┌────────

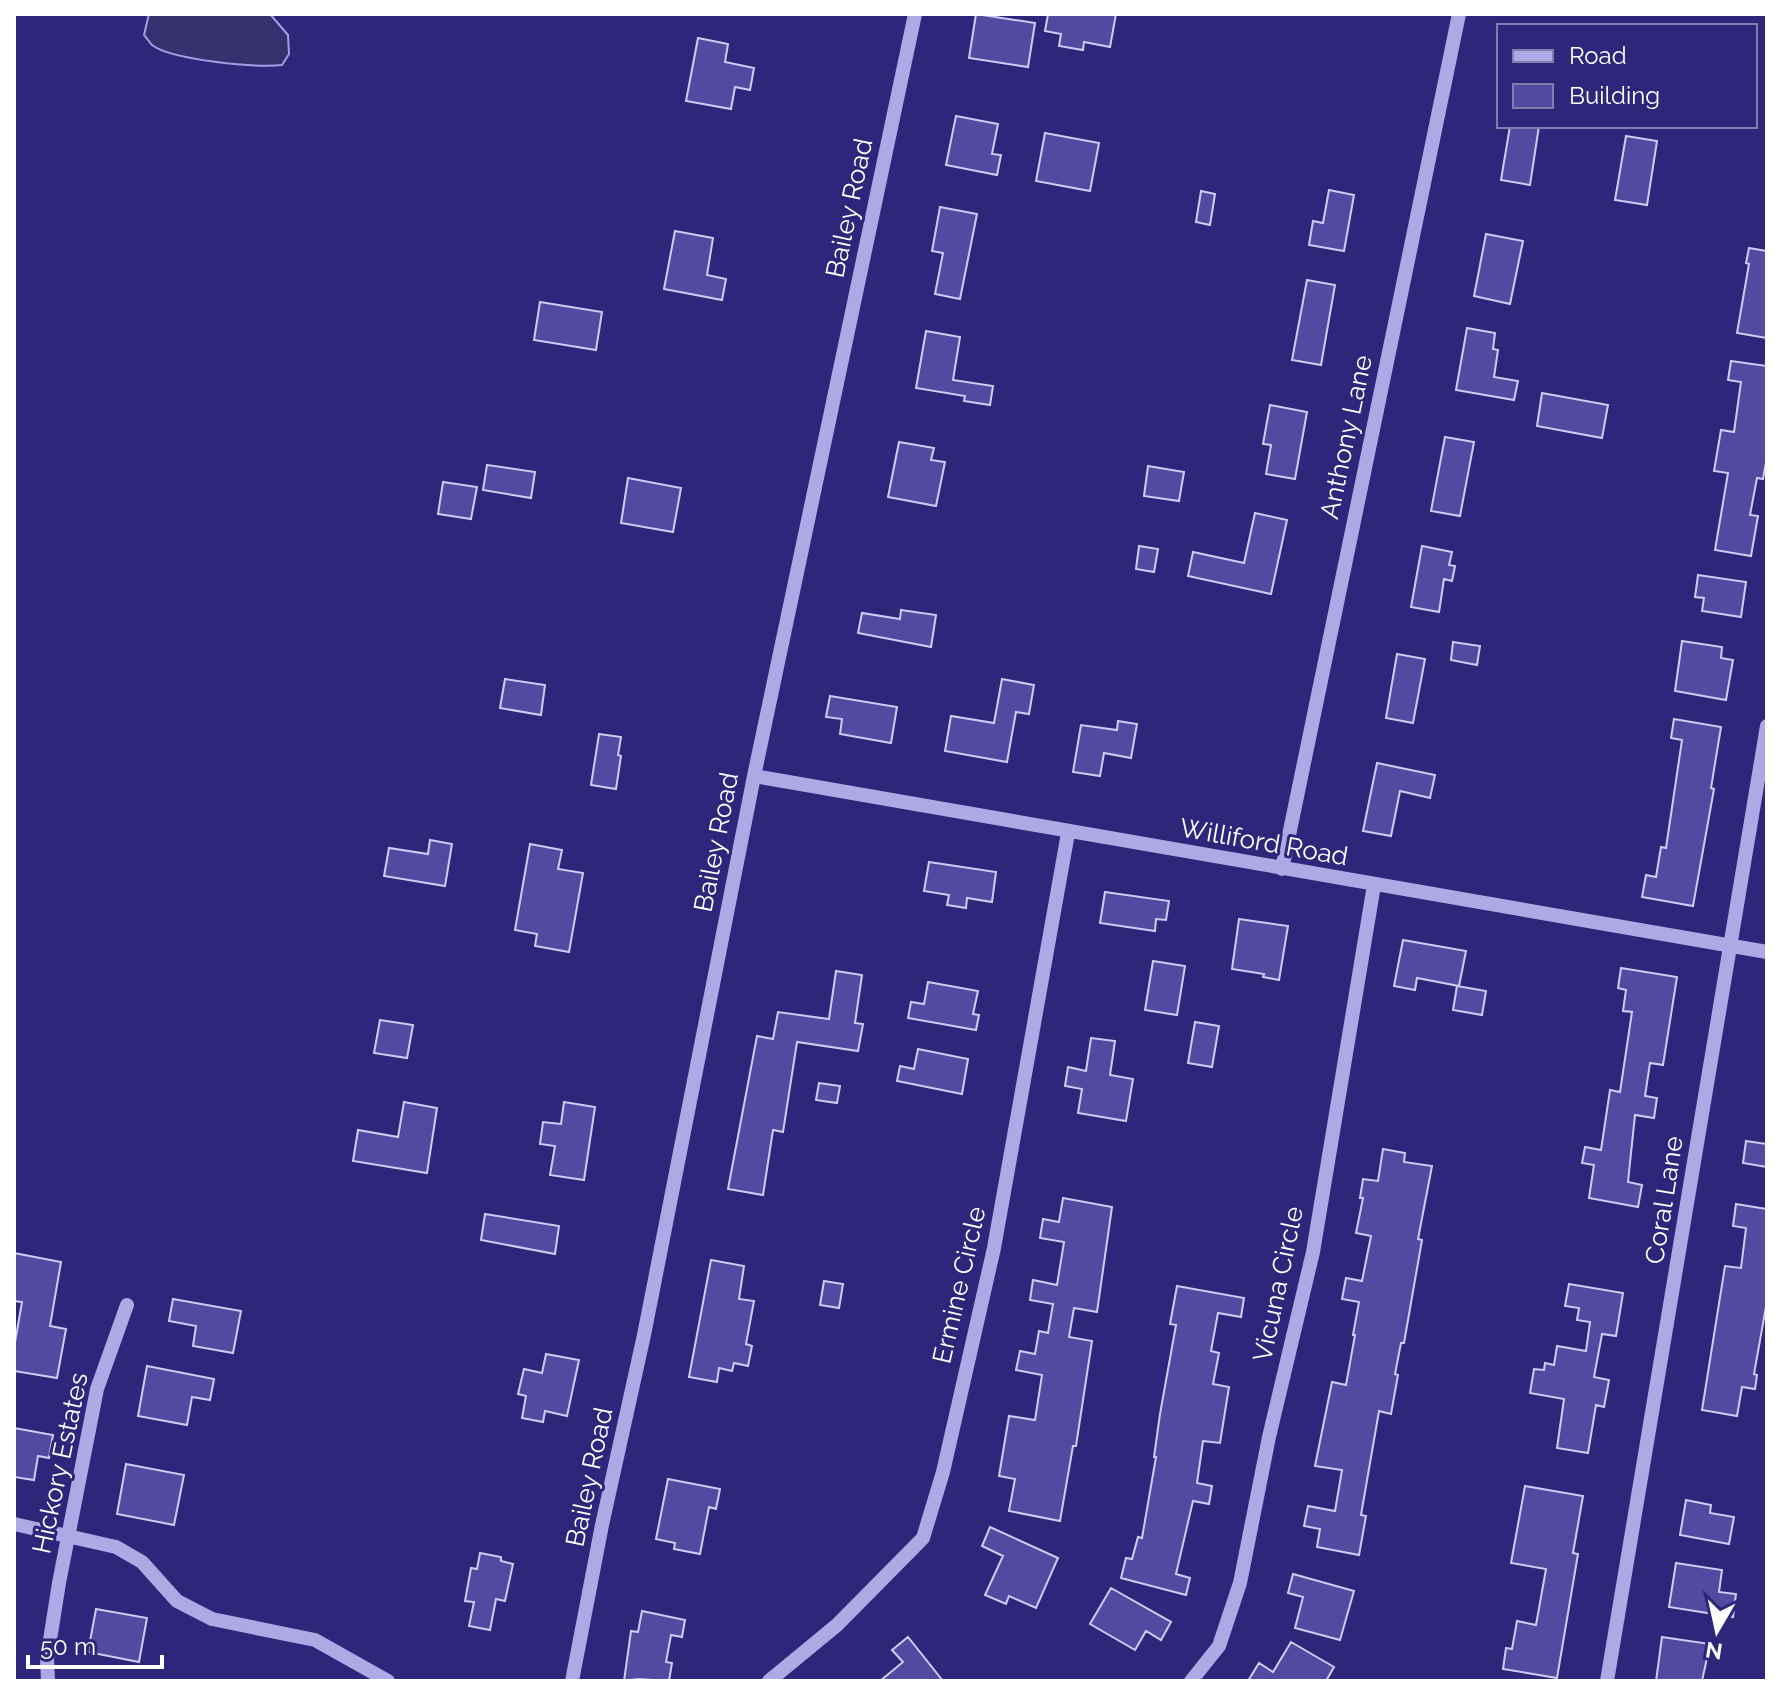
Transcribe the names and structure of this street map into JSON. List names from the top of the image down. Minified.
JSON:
{"streets":{"street":["Bailey Road","Anthony Lane","Williford Road","Coral Lane","Vicuna Circle","Ermine Circle","Hickory Estates"]},"crossings":[["Bailey Road","Williford Road"],["Anthony Lane","Williford Road"],["Williford Road","Coral Lane"],["Williford Road","Vicuna Circle"],["Williford Road","Ermine Circle"]],"legend":["Road","Building"],"scale_bar":"50 m","north":"bottom"}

└────────

*TASK DESCRIPTION*
Apart from the pictures, repeat the data above exactly.

*WRITTEN SOLUTION*
Transcribe the names and structure of this street map into JSON. List names from the top of the image down. Minified.
JSON:
{"streets":{"street":["Bailey Road","Anthony Lane","Williford Road","Coral Lane","Vicuna Circle","Ermine Circle","Hickory Estates"]},"crossings":[["Bailey Road","Williford Road"],["Anthony Lane","Williford Road"],["Williford Road","Coral Lane"],["Williford Road","Vicuna Circle"],["Williford Road","Ermine Circle"]],"legend":["Road","Building"],"scale_bar":"50 m","north":"bottom"}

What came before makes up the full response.